Being the clever (and somewhat lazy) boys we were, we thought we'd take the DPS Route "B" approach - a longer drive but shorter walk to the peak. The guide indicates "2WD" for this alternate, but after struggling along a badly rutted section between the Little Picacho Wash and the White Wash, we decided to back off that plan (it was a bit much even for the higher standards demanded of rental cars) and stick with the more excellently graded Route "A". We parked the car shortly before 7a where the road was wide, and set out up the wash.
Only it wasn't the Little Picacho Wash as inidicated in the route description, but a subsidary one closer to the fenced-in mining tails just to the south. It didn't seem to matter much. Eventually we realized the error, climbed up and out of the wash to a broad, low plateau, and continued west to the correct wash. Picacho Peak loomed high and impressive-looking before us, almost frightful looking on its East Face. It was certainly going to be a fine climb. We followed the wash up the sandy middle, through a narrow gap and eventually up and around the south side of the peak. We picked up a very nice use trail where we left the wash and headed up an easy ridgeline leading to a saddle on the southwest side of the peak. It was 8a when we reached this saddle, and from this vantage we could see the lower part of the scramble ahead, a 200-foot rock-strewn gully.
The use trail continued on a traverse along the base of the West Face to this gully which we found easy enough to climb, mostly class 2. The gully led to a notch between the main bulk of the peak and a detached pinnacle to the west. This is the point where the fun begins. The notch afforded a fine view of Picacho State Park and the Colorado River to the north, a taste of the even better views to come. The rest of the route up the West Face follows a series of ramping ledges, somewhat confusing but made obvious by the presence of bountiful ducks, and the occasional but unnecessary and offending red arrow spraypainted on the rock. We found both ladders as described, saving us the necessity of attempting to climb rock faces we would probably have failed at miserably. The first wooden ladder was short, maybe 10 feet high, bridging a small overhang between two of the ledges. Shortly after this easy ladder we came to the airy gap that has been described as turning back more than a few climbers. The air below gave us pause, but the rock surface was excellent - volcanic in nature, pockmarked with good holds, and not in the least slippery. Evan and I jumped across the gap in short order, Matthew taking more time to consider the consequences should he fail and weighing this against the calculated value of his life. He was not happy with the tradeoff and let us know it in curses, hesitations, and other nervous habits. This had a dual effect on Evan and I, alternating between wanting to laugh at his antics and offer reassurance and assistance in getting him across the gap. Funny as it was, we really did want to see him get across and up to the summit. Matthew wanted this badly as well, and eventually this drive won out over his more natural fears.
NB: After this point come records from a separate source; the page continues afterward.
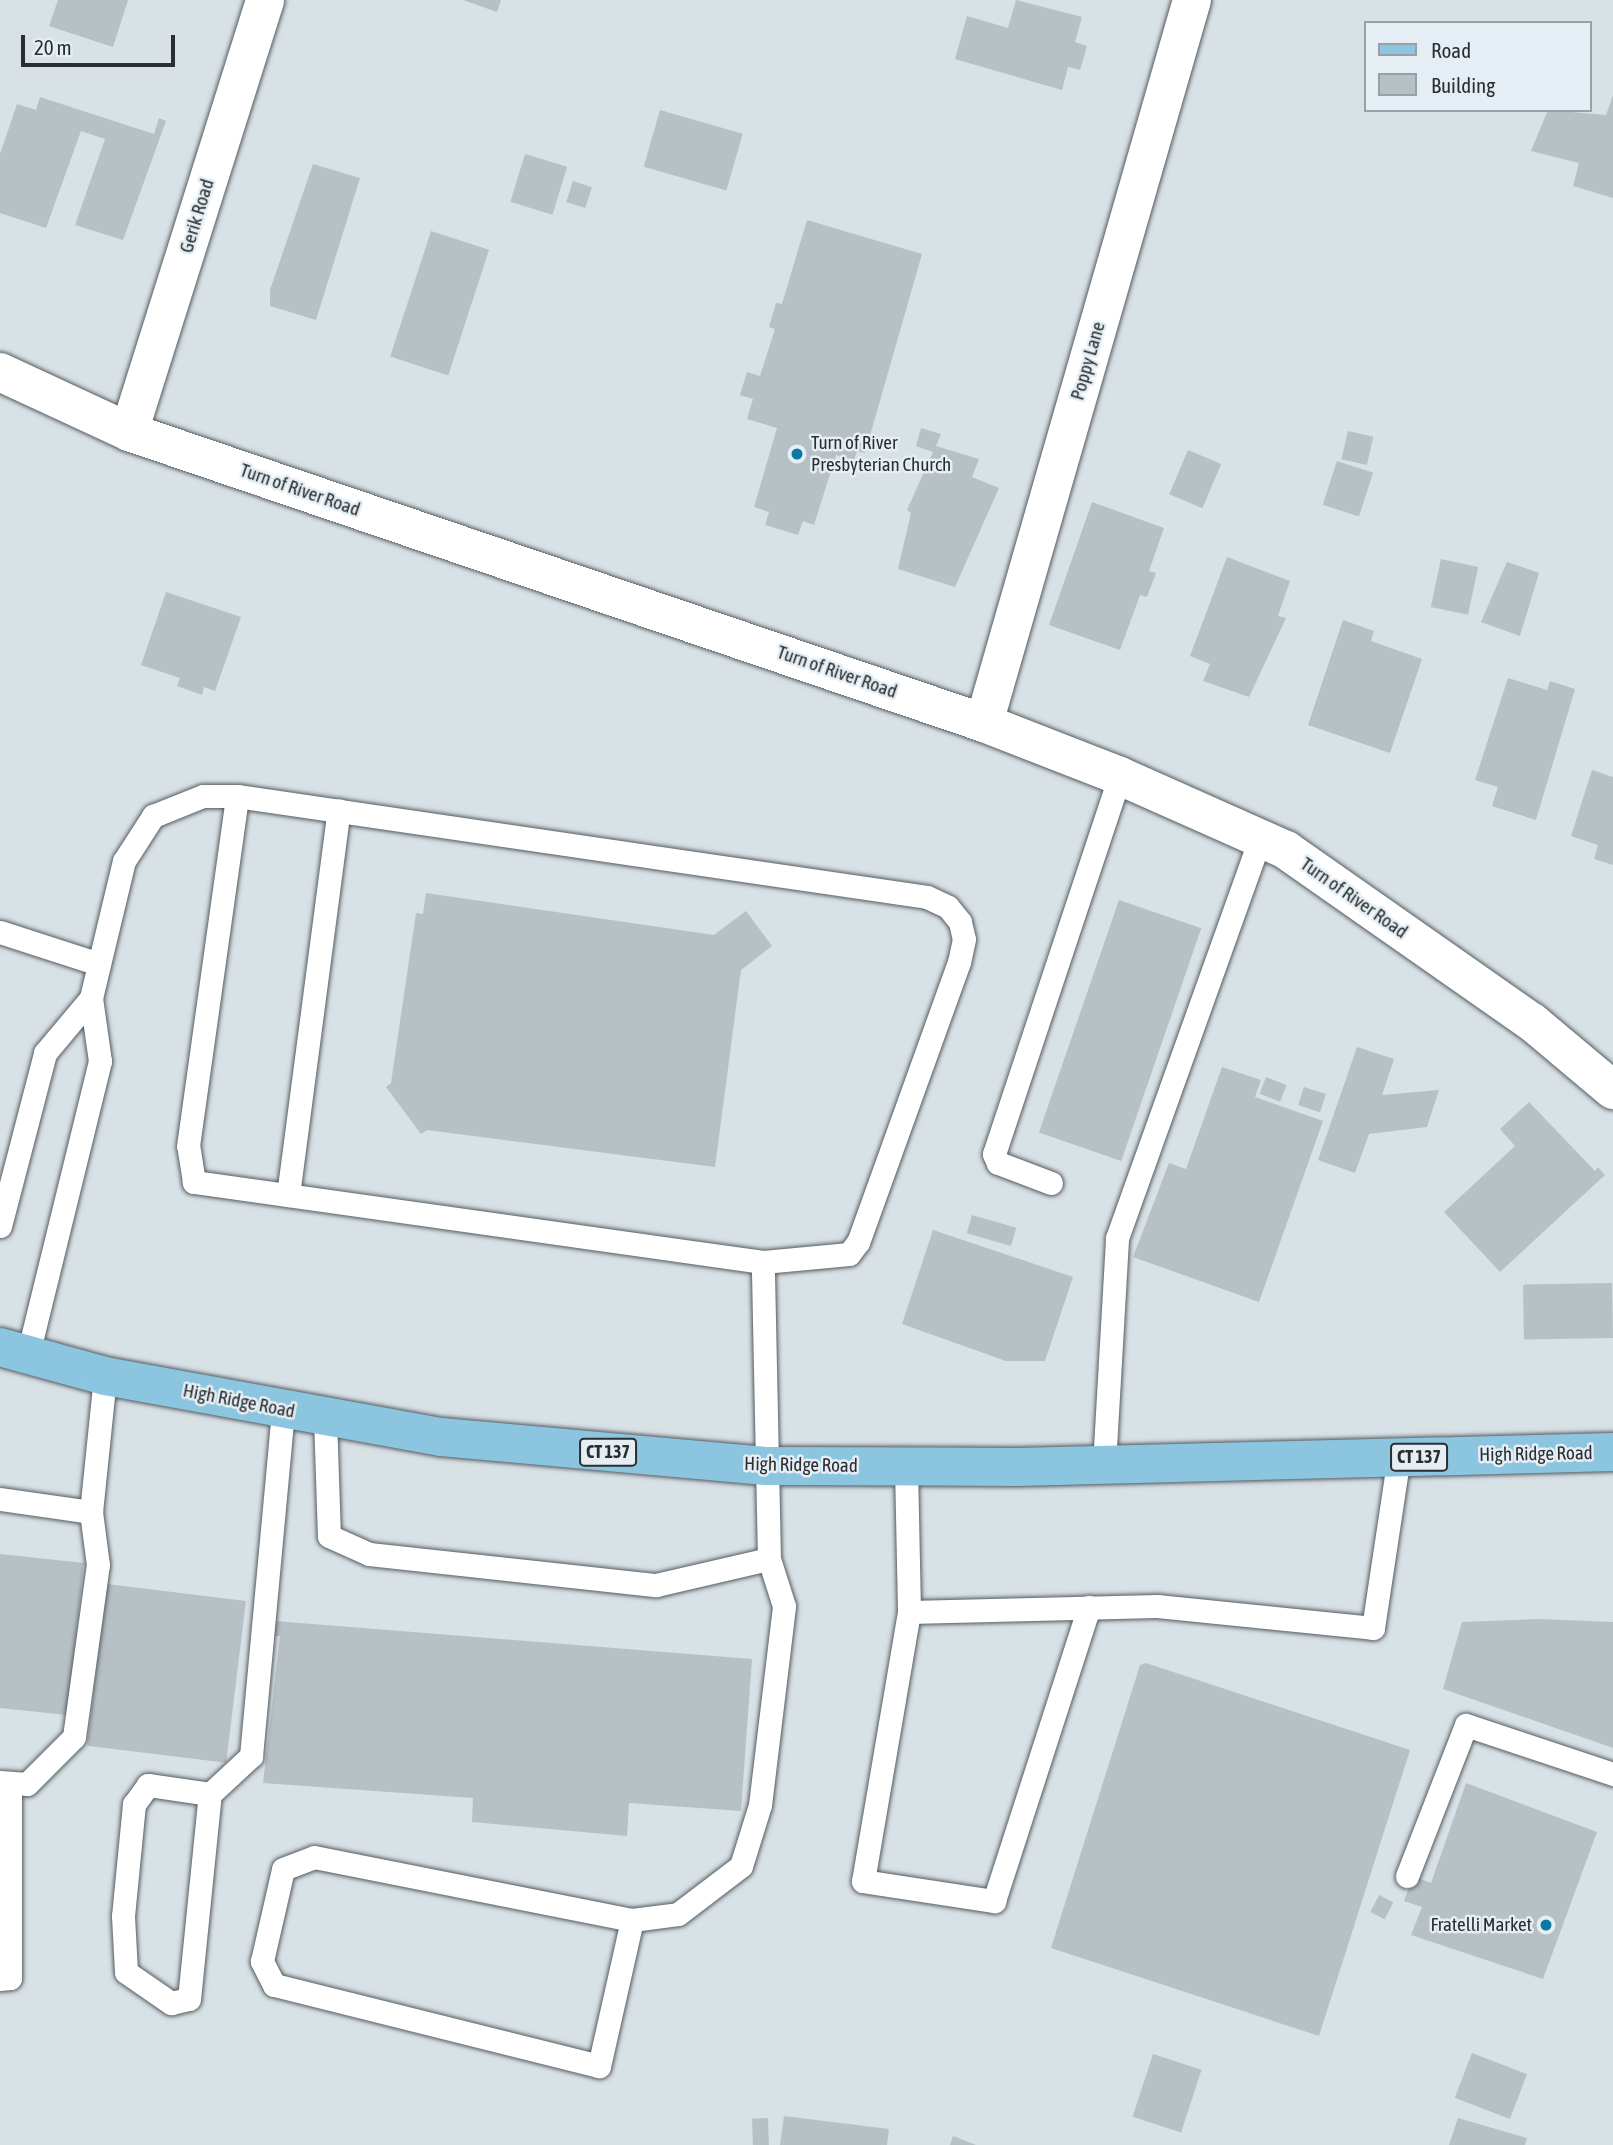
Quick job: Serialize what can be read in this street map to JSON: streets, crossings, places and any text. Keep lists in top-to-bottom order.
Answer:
{
  "streets": {
    "main road": ["High Ridge Road", "CT 137"],
    "street": ["Gerik Road", "Poppy Lane", "Turn of River Road"]
  },
  "crossings": [
    ["Gerik Road", "Turn of River Road"],
    ["Poppy Lane", "Turn of River Road"]
  ],
  "places": ["Turn of River Presbyterian Church", "Fratelli Market"],
  "legend": ["Road", "Building"],
  "scale_bar": "20 m"
}
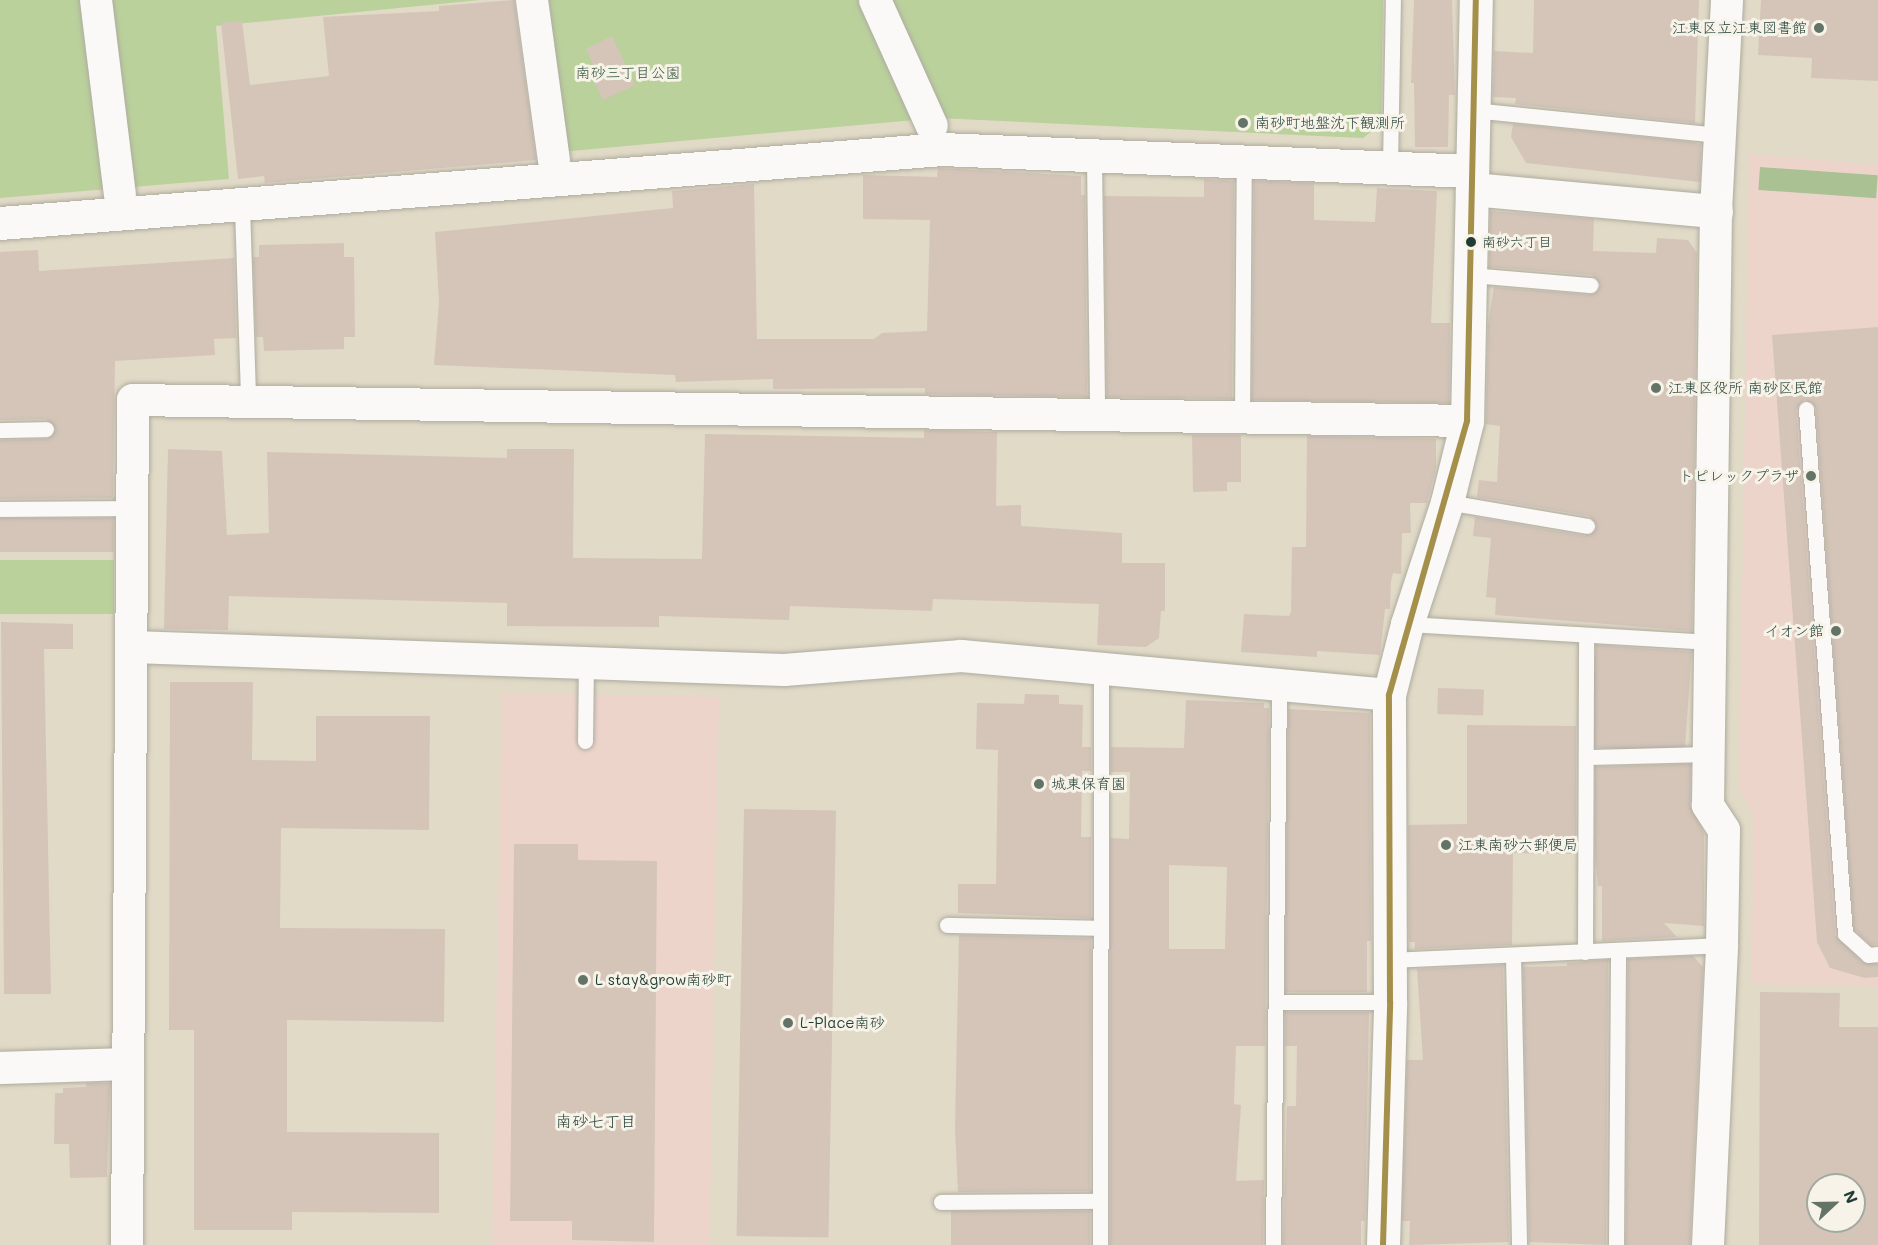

After a few more zig-zags up the ledge system, we came to the north end of the last ramp and the second, taller ladder. This one was not as trivial as the first, about twice the height and not situated nearly so well. Were the ladder to tip over, it would send the unfortunate occupant over the ledge and into the abyss on the left side that would certainly result in having a very bad day, death, and most likely both. To oppose this tendency of the slightly tilting ladder, a sling was attached to the top going up to an anchor point we could not see and had no way of verifying its integrity. So I did what any competent mountaineer would do in similar circumstances - I let Evan and Matthew go first. Because Evan had half a foot and forty pounds on me, he provided the additional security of proving the ladder would be able to hold my weight when it was my turn to climb it. Satisfied that there was no danger, I followed.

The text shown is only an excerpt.